Kusursuz yüzünde en dikkat çekici şey yalnızca siyaha yakın bir koyuluktaki gözleri ve şekilli dudakları değildi. Yanaklarını çıkık elmacık kemikleri süslüyordu. Gülünce daha da belirginleşen elmacık kemikleri onu eşsiz kılıyordu. Minik burnunun ucundaki ben ilk kez dikkatimi çektiğinde benim de aynı yerde bir benimin olduğu aklıma geldi. Beyaz teni ise benim karamel tenimle tezatlık sağlıyordu. Bir an neden bütün bunlara dikkat ettiğime anlam veremeyerek düşüncelerimden uzaklaştım.

Hekimin ayak bileğine sürdüğü çeşitli ot karışımlarını içeren yeşil renkteki ilaç yüzünden yüzünü buruşturan Danbi'nin canı oldukça acımış gibi görünüyordu. Bong Cha hemen yanında elini tutmaya devam ederken bir yandan da Bong Cha'ya iyi olduğuna dair gülücükler göndermeye çalışıyordu. Birbirlerine bu kadar kısa sürede alışmış olmaları beni şaşırtsa da aynı zamanda mutlu etmişti. Bong Cha'nın uzun zamandır bir arkadaşa ihtiyaç duyduğunu kiminle tanışsa anlaşamadığını biliyordum. 

''Geçmiş olsun veliaht prensesim. Düzenli olarak üç saatte bir sargınızını değiştirmek için geleceğim. Yarına kadar bileğiniz iyileşecektir.''

''Teşekkür ederim'' diyerek karşılık veren Danbi'nin ardından selam verdikten sonra odadan ayrılan hekimin ardından bir süre baktım. 

''Bong Cha gece boyunca Danbi'nin yanında kal. Ben odama çekileceğim.'' diyerek birkaç adım attığımda Bong Cha itiraz ederek yerinden kalkıp beni durdurdu.

''Abiciğim daha detayları konuşmadık sizinle hem Danbi bu haldeyken nasıl gidebiliyorsunuz?'' diyerek dudaklarını büzdüğünde derin bir nefes aldım anlaşılan bugün Bong Cha'dan kurtuluşum mümkün olmayacaktı.

....

''Söyle bakalım ne bilmek istiyorsun?'' diye sorduğumda Bong Cha üzgün bir şekilde yanıtladı.
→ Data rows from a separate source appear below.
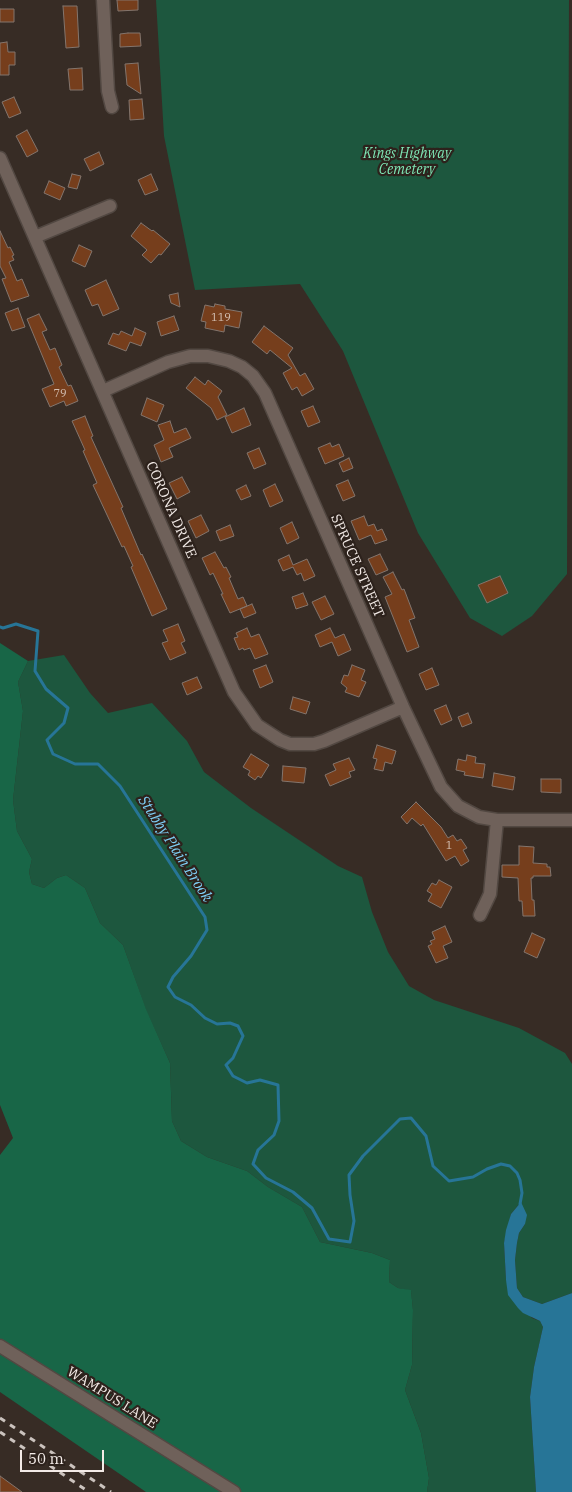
<!DOCTYPE html>
<style>
body{margin:0}
#map{position:relative;width:572px;height:1492px;overflow:hidden;background:#372c25;font-family:"IBM Plex Serif",serif}
canvas{display:block}
.scale{position:absolute;left:20px;top:1450px;width:84px;height:22px;box-sizing:border-box;border:2px solid #f3ebe7;border-top:0;padding-left:6px;font-size:15px;line-height:18px;white-space:nowrap;color:#f3ebe7;-webkit-text-stroke:4px #2d221c;paint-order:stroke}
</style>
<div id="map">
<canvas width="572" height="1492"></canvas>
<div class="scale">50 m</div>
</div>
<script>
const ctx = document.querySelector('canvas').getContext('2d');
ctx.lineJoin = 'round';
function fillPath(path, color) {
  ctx.fillStyle = color;
  ctx.fill(path, 'evenodd');
}
function shape(rows) {
  const path = new Path2D();
  for (const r of rows) {
    path.moveTo(r[0], r[1]);
    for (let i = 2; i < r.length; i += 2) path.lineTo(r[i], r[i + 1]);
  }
  return path;
}
function stroke(path, color, width, dash) {
  ctx.strokeStyle = color;
  ctx.lineWidth = width;
  ctx.lineCap = dash ? 'butt' : 'round';
  ctx.setLineDash(dash || []);
  ctx.stroke(path);
}
function drawText(font, color, halo, rows, align = 'center') {
  ctx.font = font + ' "IBM Plex Serif",serif';
  ctx.lineWidth = 4.5;
  ctx.setLineDash([]);
  ctx.textBaseline = 'middle';
  ctx.strokeStyle = halo;
  ctx.fillStyle = color;
  for (const [text, x, y, turn = 0] of rows) {
    ctx.save();
    ctx.translate(x, y);
    ctx.rotate((+turn || 0) * Math.PI / 180);
    ctx.textAlign = isNaN(turn) ? turn : align;
    if (halo) ctx.strokeText(text, 0, 0);
    ctx.fillText(text, 0, 0);
    ctx.restore();
  }
}
const green = shape([
 [156,0,569,0,567,574,532,616,502,636,470,618,418,533,343,351,300,284,195,290,164,136],
 [64,655,90,693,108,713,152,703,187,741,204,772,251,808,338,866,362,877,372,912,388,952,409,986,434,1000,519,1028,565,1053,572,1064,572,1293,542,1304,523,1297,517,1288,515,1260,517,1243,519,1233,525,1224,521,1202,511,1214,504,1243,506,1280,532,1318,540,1321,543,1327,534,1367,530,1397,536,1492,427,1492,429,1478,421,1433,405,1390,412,1365,413,1310,411,1291,398,1288,389,1282,390,1260,372,1253,320,1242,302,1207,268,1187,247,1171,207,1157,181,1141,172,1121,170,1063,146,1010,123,945,100,923,85,888,66,875,57,878,44,888,32,884,29,872,32,859,17,831,13,800,23,711,18,682,28,661]
]);
const forest = shape([
 [0,643,28,661,18,682,23,711,13,800,17,831,32,859,29,872,32,884,44,888,57,878,66,875,85,888,100,923,123,945,146,1009,170,1063,172,1121,181,1141,207,1157,247,1171,268,1187,302,1207,320,1242,372,1253,390,1260,389,1282,398,1288,411,1290,413,1310,412,1365,405,1390,421,1433,429,1478,427,1492,146,1492,0,1392,0,1155,13,1138,0,1105]
]);
const water = shape([
 [521,1202,527,1215,525,1224,519,1233,517,1243,515,1260,517,1288,523,1297,542,1304,572,1293,572,1492,536,1492,530,1397,534,1367,543,1327,540,1321,523,1313,518,1308,508,1295,506,1280,504,1243,506,1230,511,1214]
]);
const stream = shape([
 [0,627,3,628,16,624,38,631,35,671,46,689,68,708,64,723,47,740,53,754,75,764,98,764,120,786,205,917,207,930,191,956,173,977,168,987,175,997,191,1005,205,1018,217,1024,230,1023,238,1026,243,1036,233,1058,226,1065,233,1076,247,1083,260,1080,278,1085,279,1121,274,1135,258,1150,253,1164,266,1178,293,1192,312,1208,329,1239,350,1242,354,1221,350,1195,349,1175,363,1156,400,1119,411,1118,426,1136,433,1166,449,1181,473,1177,487,1169,501,1164,510,1166,517,1173,520,1180,522,1193,520,1204]
]);
const building = shape([
 [117,0,138,0,138,10,118,11,117,0],
 [63,6,77,6,79,47,66,48,63,6],
 [0,9,14,9,14,22,0,22,0,9],
 [128,33,140,33,141,46,120,47,120,34,128,33],
 [7,42,8,52,15,52,15,65,9,65,9,75,0,75,0,43,7,42],
 [138,63,141,94,127,85,125,64,138,63],
 [82,68,83,90,70,90,68,69,82,68],
 [14,97,21,113,9,118,2,102,14,97],
 [142,99,144,119,130,120,129,100,142,99],
 [27,130,38,151,27,157,16,136,27,130],
 [99,152,104,164,90,171,84,159,99,152],
 [72,174,81,176,77,189,68,187,72,174],
 [151,174,158,190,145,195,138,180,151,174],
 [49,181,65,188,60,200,44,193,49,181],
 [141,223,152,231,153,230,170,244,161,255,159,254,151,263,142,255,147,250,131,236,141,223],
 [0,231,8,248,10,247,14,255,12,256,14,260,9,262,17,281,22,279,29,296,11,302,2,279,6,278,0,266,0,231],
 [79,245,92,251,85,267,72,261,79,245],
 [106,280,119,309,103,316,98,304,92,306,85,290,106,280],
 [178,293,180,307,171,303,169,295,178,293],
 [215,304,225,306,225,309,242,312,239,328,225,325,224,332,205,328,206,322,201,321,205,305,214,307,215,304],
 [18,308,25,327,12,331,5,313,18,308],
 [39,314,47,330,42,332,50,350,55,348,62,365,59,367,68,386,71,385,78,401,66,406,64,401,50,407,42,389,54,384,27,319,39,314],
 [174,316,179,330,161,336,157,322,174,316],
 [264,326,293,348,288,355,300,376,305,373,314,389,302,396,297,387,292,390,283,373,292,368,270,350,267,354,252,342,264,326],
 [135,328,146,333,141,346,130,342,126,351,108,344,113,333,119,335,121,331,132,336,135,328],
 [195,377,205,385,208,380,222,391,218,397,227,415,217,420,211,408,186,388,195,377],
 [147,398,164,405,157,422,141,415,147,398],
 [313,406,320,422,308,427,301,411,313,406],
 [244,408,251,425,232,433,225,417,244,408],
 [85,416,93,436,91,437,123,507,121,508,141,555,142,554,167,609,152,616,131,567,133,566,124,546,122,547,93,485,97,483,83,451,85,450,72,421,85,416],
 [170,421,174,433,186,428,191,438,169,448,173,457,161,462,154,445,164,440,158,425,170,421],
 [330,443,332,447,339,444,344,456,325,464,318,448,330,443],
 [259,448,266,464,254,469,247,453,259,448],
 [349,458,353,468,343,472,339,463,349,458],
 [182,477,190,492,177,499,169,483,182,477],
 [348,480,355,496,343,501,336,485,348,480],
 [275,484,283,501,270,507,263,490,275,484],
 [246,485,251,496,241,500,236,490,246,485],
 [201,515,209,531,196,538,188,521,201,515],
 [364,516,368,526,374,524,377,531,382,529,387,540,375,544,371,535,359,540,351,521,364,516],
 [292,522,299,538,287,544,280,528,292,522],
 [230,525,234,536,220,541,216,531,230,525],
 [215,552,224,568,226,567,231,577,229,578,238,599,243,597,247,606,230,613,221,594,223,594,213,573,210,575,202,558,215,552],
 [380,554,388,570,376,575,368,559,380,554],
 [289,555,293,565,307,559,315,576,304,581,301,573,297,575,293,567,283,571,278,560,289,555],
 [393,572,402,590,404,589,415,618,409,620,419,647,407,652,385,597,392,594,383,577,393,572],
 [500,576,508,593,487,603,478,585,500,576],
 [303,593,308,605,296,609,292,597,303,593],
 [325,596,334,614,321,620,312,602,325,596],
 [252,604,256,613,244,618,240,609,252,604],
 [178,624,185,641,181,643,186,653,170,660,162,643,168,641,163,630,178,624],
 [247,628,251,637,259,634,268,654,255,659,250,648,244,650,243,648,239,650,234,638,238,637,236,633,247,628],
 [330,628,335,638,344,634,351,650,338,656,332,642,320,647,315,635,330,628],
 [266,665,273,682,260,688,253,670,266,665],
 [352,665,365,670,361,680,366,682,359,697,345,692,347,688,341,683,344,675,348,676,352,665],
 [432,668,439,685,426,690,419,674,432,668],
 [197,677,202,688,187,695,182,683,197,677],
 [293,697,310,702,306,714,290,709,293,697],
 [446,705,452,720,441,725,434,710,446,705],
 [468,713,472,723,462,727,458,717,468,713],
 [377,745,396,751,392,764,385,762,383,771,374,769,377,759,373,758,377,745],
 [251,754,269,765,261,778,258,776,255,780,248,775,250,771,243,767,251,754],
 [467,755,476,757,475,763,485,764,483,778,464,775,465,772,456,770,458,759,466,761,467,755],
 [349,758,355,770,349,772,351,777,330,786,325,775,336,770,333,764,349,758],
 [283,766,306,768,304,783,282,781,283,766],
 [494,773,515,777,513,790,492,786,494,773],
 [541,779,561,779,561,793,541,792,541,779],
 [416,802,441,827,448,838,453,835,457,841,461,839,467,848,463,850,469,861,461,866,455,856,446,861,423,824,421,826,412,818,407,824,401,817,416,802],
 [519,846,534,847,533,863,547,864,547,867,550,867,551,876,533,876,533,878,531,878,532,900,534,900,535,916,523,916,522,901,519,901,518,878,502,877,502,865,519,865,519,846],
 [439,880,452,887,441,908,428,901,432,894,427,891,432,883,436,885,439,880],
 [445,926,452,942,443,946,448,958,436,963,428,946,432,944,430,941,435,939,432,932,445,926],
 [532,933,545,939,537,958,524,952,532,933],
 [0,1476,22,1492,0,1492,0,1476]
]);
const street = shape([
 [103,0,108,91,112,107],
 [0,158,234,692,257,725,280,740,290,744,314,744,324,741,403,707],
 [35,237,110,206],
 [103,391,168,362,190,356,208,356,229,361,242,367,253,376,265,393,403,707,441,787,458,806,479,817,497,820,572,820],
 [480,915,490,894,497,820],
 [0,1346,234,1492]
]);
const rail = shape([
 [0,1418,111,1492],
 [0,1432,89,1492]
]);
const numberNames = [
 ["119",221,318],
 ["79",60,394],
 ["1",449,846]
];
const parkNames = [
 ["Kings Highway",407,154],
 ["Cemetery",407,170]
];
const streetNames = [
 ["CORONA DRIVE",171,510,66],
 ["SPRUCE STREET",357,566,66],
 ["WAMPUS LANE",112,1398,32]
];
const waterNames = [
 ["Stubby Plain Brook",175,849,57]
];
fillPath(green, '#1d573e');
fillPath(forest, '#186647');
fillPath(water, '#277597');
stroke(stream, '#277597', 3);
fillPath(building, '#763e1c');
stroke(building, '#83756d', 1);
stroke(street, '#524842', 15);
stroke(street, '#6f615a', 12);
stroke(rail, '#cbc3be', 3, [6, 6]);
drawText('11px', '#d4c0b4', null, numberNames);
drawText('italic 14px', '#7ee6b5', '#2d221c', parkNames);
drawText('14px', '#f3ebe7', '#2d221c', streetNames);
drawText('italic 15px', '#7ecff6', '#2d221c', waterNames);
</script>
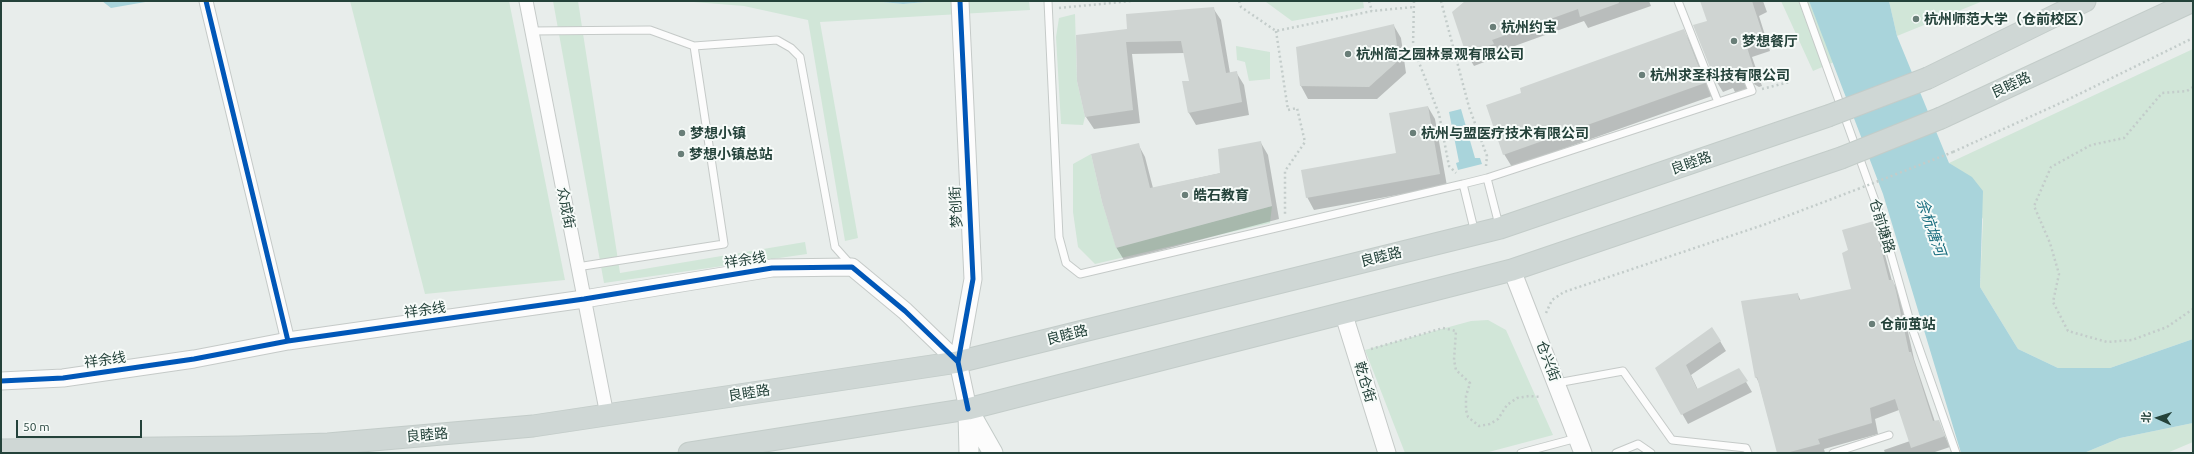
<!DOCTYPE html>
<html>
<head>
<meta charset="utf-8">
<style>
	body { margin:0 }
	#map { position:relative; width:2194px; height:454px; overflow:hidden; background:#e8edeb; font-family:Ubuntu,"Noto Sans SC",sans-serif }
	canvas { display:block }
	.frame { position:absolute; inset:0; border:2px solid #24423a; pointer-events:none }
	.north { position:absolute; left:2138px; top:398px; width:40px; height:40px; -webkit-text-stroke:3px #f7fbf9; paint-order:stroke; rotate:273deg; font-size:11px; font-weight:700; line-height:16px; text-align:center; color:#24423a }
	.north::after { content:''; display:block; margin:auto; width:14px; height:18px; background:#24423a; clip-path:polygon(50% 0,100% 100%,50% 72%,0 100%) }
	.scale { position:absolute; left:16px; top:420px; width:126px; height:18px; box-sizing:border-box; border:2px solid #24423a; border-top:0; padding-left:5px; font-size:12px; line-height:14px; white-space:nowrap; color:#24423a; -webkit-text-stroke:3px #f7fbf9; paint-order:stroke }
</style>
</head>
<body>
<div id="map">
<canvas width="2194" height="454"></canvas>
<div class="frame"></div>
<div class="north">北</div>
<div class="scale">50 m</div>
</div>
<script>
const g = document.querySelector('canvas').getContext('2d');
g.lineJoin = 'round';
function paint(path, color) {
  g.fillStyle = color;
  g.fill(path, 'evenodd');
}
function poly(rows) {
  const path = new Path2D();
  for (const r of rows) {
    path.moveTo(r[0], r[1]);
    for (let i = 2; i < r.length; i += 2) path.lineTo(r[i], r[i + 1]);
  }
  return path;
}
function stroke(path, color, width, dash) {
  g.strokeStyle = color;
  g.lineWidth = width;
  g.lineCap = dash ? 'butt' : 'round';
  g.setLineDash(dash || []);
  g.stroke(path);
}
function drawText(font, color, halo, rows, align = 'center') {
  g.font = font + ' Ubuntu,"Noto Sans SC",sans-serif';
  g.lineWidth = 4;
  g.setLineDash([]);
  g.textBaseline = 'middle';
  g.strokeStyle = halo;
  g.fillStyle = color;
  for (const [text, x, y, turn = 0] of rows) {
    g.save();
    g.translate(x, y);
    g.rotate((+turn || 0) * Math.PI / 180);
    g.textAlign = isNaN(turn) ? turn : align;
    if (halo) g.strokeText(text, 0, 0);
    g.fillText(text, 0, 0);
    g.restore();
  }
}
paint(poly([
	[350,1,509,1,565,280,425,294],
	[553,1,578,1,620,273,805,242,807,254,604,283],
	[681,1,872,1,903,4,937,1,1029,1,1030,10,820,22,858,238,845,241,808,20,744,6],
	[1254,1,1363,1,1364,8,1292,21,1266,2],
	[1781,1,1809,1,1834,62,1813,71],
	[1889,1,1983,1,1897,36],
	[1075,14,1077,81,1085,117,1083,125,1061,124,1056,37,1059,18],
	[1236,46,1270,52,1270,79,1249,81,1245,62,1237,60],
	[2193,49,2193,339,2110,368,2058,368,2018,349,1980,287,1983,219,1949,163],
	[1091,154,1102,202,1116,247,1272,206,1270,223,1095,264,1078,247,1073,212,1073,164],
	[1488,320,1506,330,1553,435,1485,453,1405,453,1365,350,1471,321],
	[2193,423,2193,442,2167,453,2084,453,2120,438]
]), '#d1e6d8');
paint(poly([
	[102,1,151,1,111,8],
	[872,1,937,1,903,4],
	[1809,1,1889,1,1897,36,1949,163,1972,177,1983,191,1980,287,2018,349,2058,368,2110,368,2193,339,2193,423,2120,438,2084,453,1961,453,1883,194],
	[1461,109,1475,158,1480,158,1482,164,1458,170,1456,163,1459,162,1449,112]
]), '#a9d4db');
paint(poly([
	[1466,1,1649,1,1651,6,1588,28,1584,21,1498,52,1500,56,1474,66,1467,54,1453,12],
	[1701,1,1763,1,1767,12,1759,16,1770,51,1752,57,1762,86,1759,87,1752,83,1748,90,1736,94,1733,88,1723,92,1715,79,1708,21],
	[1213,8,1221,20,1230,73,1236,72,1244,85,1249,115,1196,125,1189,113,1190,82,1185,53,1132,54,1140,123,1094,129,1086,117,1128,30],
	[1394,26,1401,38,1406,73,1377,99,1308,99,1301,86,1298,48],
	[1683,30,1691,43,1712,96,1512,167,1504,154],
	[1428,107,1435,119,1447,186,1314,210,1307,197,1397,154],
	[1261,143,1268,155,1279,219,1124,260,1116,247,1138,144,1145,157,1153,188,1221,173],
	[1873,223,1879,233,1892,281,1899,291,1914,359,1935,422,1938,421,1950,447,1932,453,1885,453,1884,450,1910,441,1899,410,1875,419,1878,434,1824,449,1825,453,1778,453,1759,383,1756,377,1798,295,1801,301,1852,290,1849,250],
	[1720,341,1726,351,1691,375,1698,390,1739,370,1752,392,1688,424,1656,368]
]), '#0003');
paint(poly([
	[1465,1,1618,1,1619,3,1580,17,1578,9,1492,40,1494,44,1466,54,1452,12],
	[1700,1,1752,1,1764,38,1746,44,1755,73,1751,74,1745,71,1741,77,1728,81,1726,76,1715,80,1693,25,1707,21],
	[1214,7,1226,73,1237,71,1242,102,1188,113,1182,81,1189,81,1181,41,1126,42,1133,110,1085,117,1077,81,1076,35,1127,29,1126,14],
	[1394,24,1399,60,1369,87,1300,86,1296,47],
	[1684,29,1705,83,1503,155,1486,105,1521,93,1520,88],
	[1428,106,1440,174,1306,198,1301,170,1396,153,1389,113],
	[1261,141,1272,206,1116,248,1102,202,1091,154,1139,143,1150,188,1220,173,1218,149],
	[1874,221,1889,280,1893,280,1896,291,1909,352,1911,352,1933,421,1939,420,1945,436,1911,448,1895,399,1870,408,1872,423,1818,439,1820,444,1786,453,1777,453,1757,377,1755,378,1741,301,1798,293,1799,300,1851,289,1842,253,1848,250,1842,230],
	[1712,327,1721,341,1686,365,1697,389,1739,368,1748,381,1681,415,1655,368]
]), '#cfd4d2');
const service = poly([
	[1048,1,1059,237,1066,263,1080,274,1463,184,1475,233],
	[1678,1,1718,102],
	[1803,1,1879,212,1911,325,1956,453],
	[531,31,650,30,694,46,777,40,791,48,800,57,835,247,851,265],
	[1463,184,1487,178],
	[1499,225,1487,178,1752,91,1746,76],
	[577,267,724,244,694,46],
	[1557,383,1623,371,1672,440,1746,448,1748,453],
	[1521,453,1577,438],
	[1616,453,1638,444,1651,453],
	[1833,453,1889,435]
]);
const minor = poly([
	[206,1,288,341],
	[526,1,607,415]
]);
const tertiary = poly([
	[960,1,973,279,958,362,968,409],
	[1512,270,1583,453],
	[1343,312,1387,453],
	[1,381,63,378,194,359,288,341,584,299,772,268,852,267,905,311,958,362]
]);
const secondary = poly([
	[968,409,993,453],
	[968,413,969,453]
]);
const primary = poly([
	[1928,78,2085,1],
	[1941,118,2193,1],
	[1,450,239,447,328,444,533,426,958,362,1500,228,1828,116],
	[689,453,968,409,1512,270,1841,158]
]);
stroke(service, '#c5cac8', 9);
stroke(minor, '#c5cac8', 15);
stroke(tertiary, '#c5cac8', 19);
stroke(secondary, '#c3cbc8', 21);
stroke(primary, '#c3ccc9', 23);
stroke(poly([
	[1239,1,1241,7,1276,31,1372,11,1414,7],
	[1369,1,1372,11],
	[1414,1,1413,47,1439,114,1449,166,1456,173],
	[1441,1,1469,107,1487,156,1486,166],
	[1059,8,1132,1],
	[1276,31,1288,110,1297,108,1305,142,1285,171,1285,214],
	[2193,87,2187,91,2162,93,2124,138,2091,145,2051,167,2034,206,2050,243,2059,274,2053,302,2068,331,2107,342,2132,340,2167,327,2193,309],
	[1762,89,1789,82,1784,69],
	[1953,152,2067,100,2193,38],
	[1546,313,1552,300,1564,292,1766,224,1858,189],
	[1371,349,1443,328,1456,331,1454,360,1456,370,1470,383,1466,396,1466,410,1468,417,1479,426,1490,424,1498,419,1507,405,1517,398,1529,396,1541,397]
]), '#c3ccca', 2.5, [2, 3]);
stroke(service, '#fcfcfc', 7);
stroke(minor, '#fcfcfc', 13);
stroke(tertiary, '#fcfcfc', 17);
stroke(secondary, '#fcfcfc', 19);
stroke(primary, '#cfd7d5', 21);
const primaryBridge = poly([
	[1828,116,1928,78],
	[1841,158,1941,118]
]);
stroke(primaryBridge, '#c3ccc9', 23, []);
stroke(poly([
	[1858,189,1953,152]
]), '#c3ccca', 2.5, [2, 3]);
stroke(primaryBridge, '#cfd7d5', 21);
stroke(poly([
	[206,1,288,341],
	[960,1,973,279,958,362,968,409],
	[1,381,63,378,194,359,288,341,584,299,772,268,852,267,905,311,958,362]
]), '#0057b8', 5);
for (const [x, y, r, color] of [
	[1916,19,4,"#697e78"],
	[1493,27,4,"#697e78"],
	[1734,41,4,"#697e78"],
	[1348,54,4,"#697e78"],
	[1642,75,4,"#697e78"],
	[682,133,4,"#697e78"],
	[1413,133,4,"#697e78"],
	[681,154,4,"#697e78"],
	[1185,195,4,"#697e78"],
	[1872,324,4,"#697e78"]
]) {
  const dot = new Path2D();
  dot.arc(x, y, r, 0, 2 * Math.PI);
  g.fillStyle = color;
  g.fill(dot);
  stroke(dot, '#f7fbf9', 1.5);
}
drawText('bold 14px', '#24423a', '#f7fbf9', [
	["杭州师范大学（仓前校区）",1924,19],
	["杭州约宝",1501,27],
	["梦想餐厅",1742,41],
	["杭州简之园林景观有限公司",1356,54],
	["杭州求圣科技有限公司",1650,75],
	["梦想小镇",690,133],
	["杭州与盟医疗技术有限公司",1421,133],
	["梦想小镇总站",689,154],
	["皓石教育",1193,195],
	["仓前茧站",1880,324]
], 'left');
drawText('14px', '#24423a', '#f7fbf9', [
	["良睦路",2011,85,-25],
	["良睦路",1691,163,-19],
	["梦创街",956,207,-93],
	["众成街",566,208,79],
	["仓前塘路",1882,226,73],
	["良睦路",1381,257,-14],
	["祥余线",745,260,-9],
	["祥余线",425,310,-8],
	["良睦路",1067,335,-14],
	["祥余线",105,360,-8],
	["仓兴街",1548,361,69],
	["乾仓街",1365,382,73],
	["良睦路",749,393,-9],
	["良睦路",427,435,-5]
]);
drawText('italic 15px', '#1c6f80', '#f7fbf9', [
	["余杭塘河",1931,227,71]
]);
</script>
</body>
</html>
''Eğer Majesteleri ikna olmazsa ne yapacağız?''

Gerçekten cevabını bilmediğim bu soru hakkında yeniden düşünmemi engelleyen yine Danbi oldu.

''Daha önce bana da dayatılan bir evlilik oldu.''

''Ve benimle evlendiniz'' diyerek Danbi'yi tamamladığımda bunu ret etti. Sorgularcasına bakışlarımı ona yönlendirdiğimde oldukça ilgimi çeken bir konuya değindi. 

''Hayır sizinle ilgili değil. Daha önce Joseon Hanedanlığı'nın veliahtı istediği için bir evlilik dayatmasına maruz kaldım.''

Birisinden kurtulmayı başarıp bir diğeri ile karşılaşmış olsa da bu durumu görmezden gelecektim.

Bong Cha ''Joseon veliahtı seni nerede gördü peki?'' diye sordu.

Danbi'nin kaşlarını çatarak cevap vermesi dikkatimden kaçmadı.

''Şilla'ya yaptığı bir gezi sırasında saraya davet edilmişti. Normalde prenseslerin odalarının bulunduğu yere giriş yasaktır ve zaten kocaman harflerle belli edilir bu. Fakat nasıl olduysa onu odamın önünde görmüştüm çığlık attığımda ise muhafızların toplanmasıyla birlikte uzaklaştırılmıştı fakat ertesi gün Kral Sejin ile konuştuğunda benimle evlenmek istediğini dile getirmiş.''

''Peki siz ne yaptınız prenses?'' diye sorduğumda Danbi bakışlarını benimkilerle buluşturup yanıtladı.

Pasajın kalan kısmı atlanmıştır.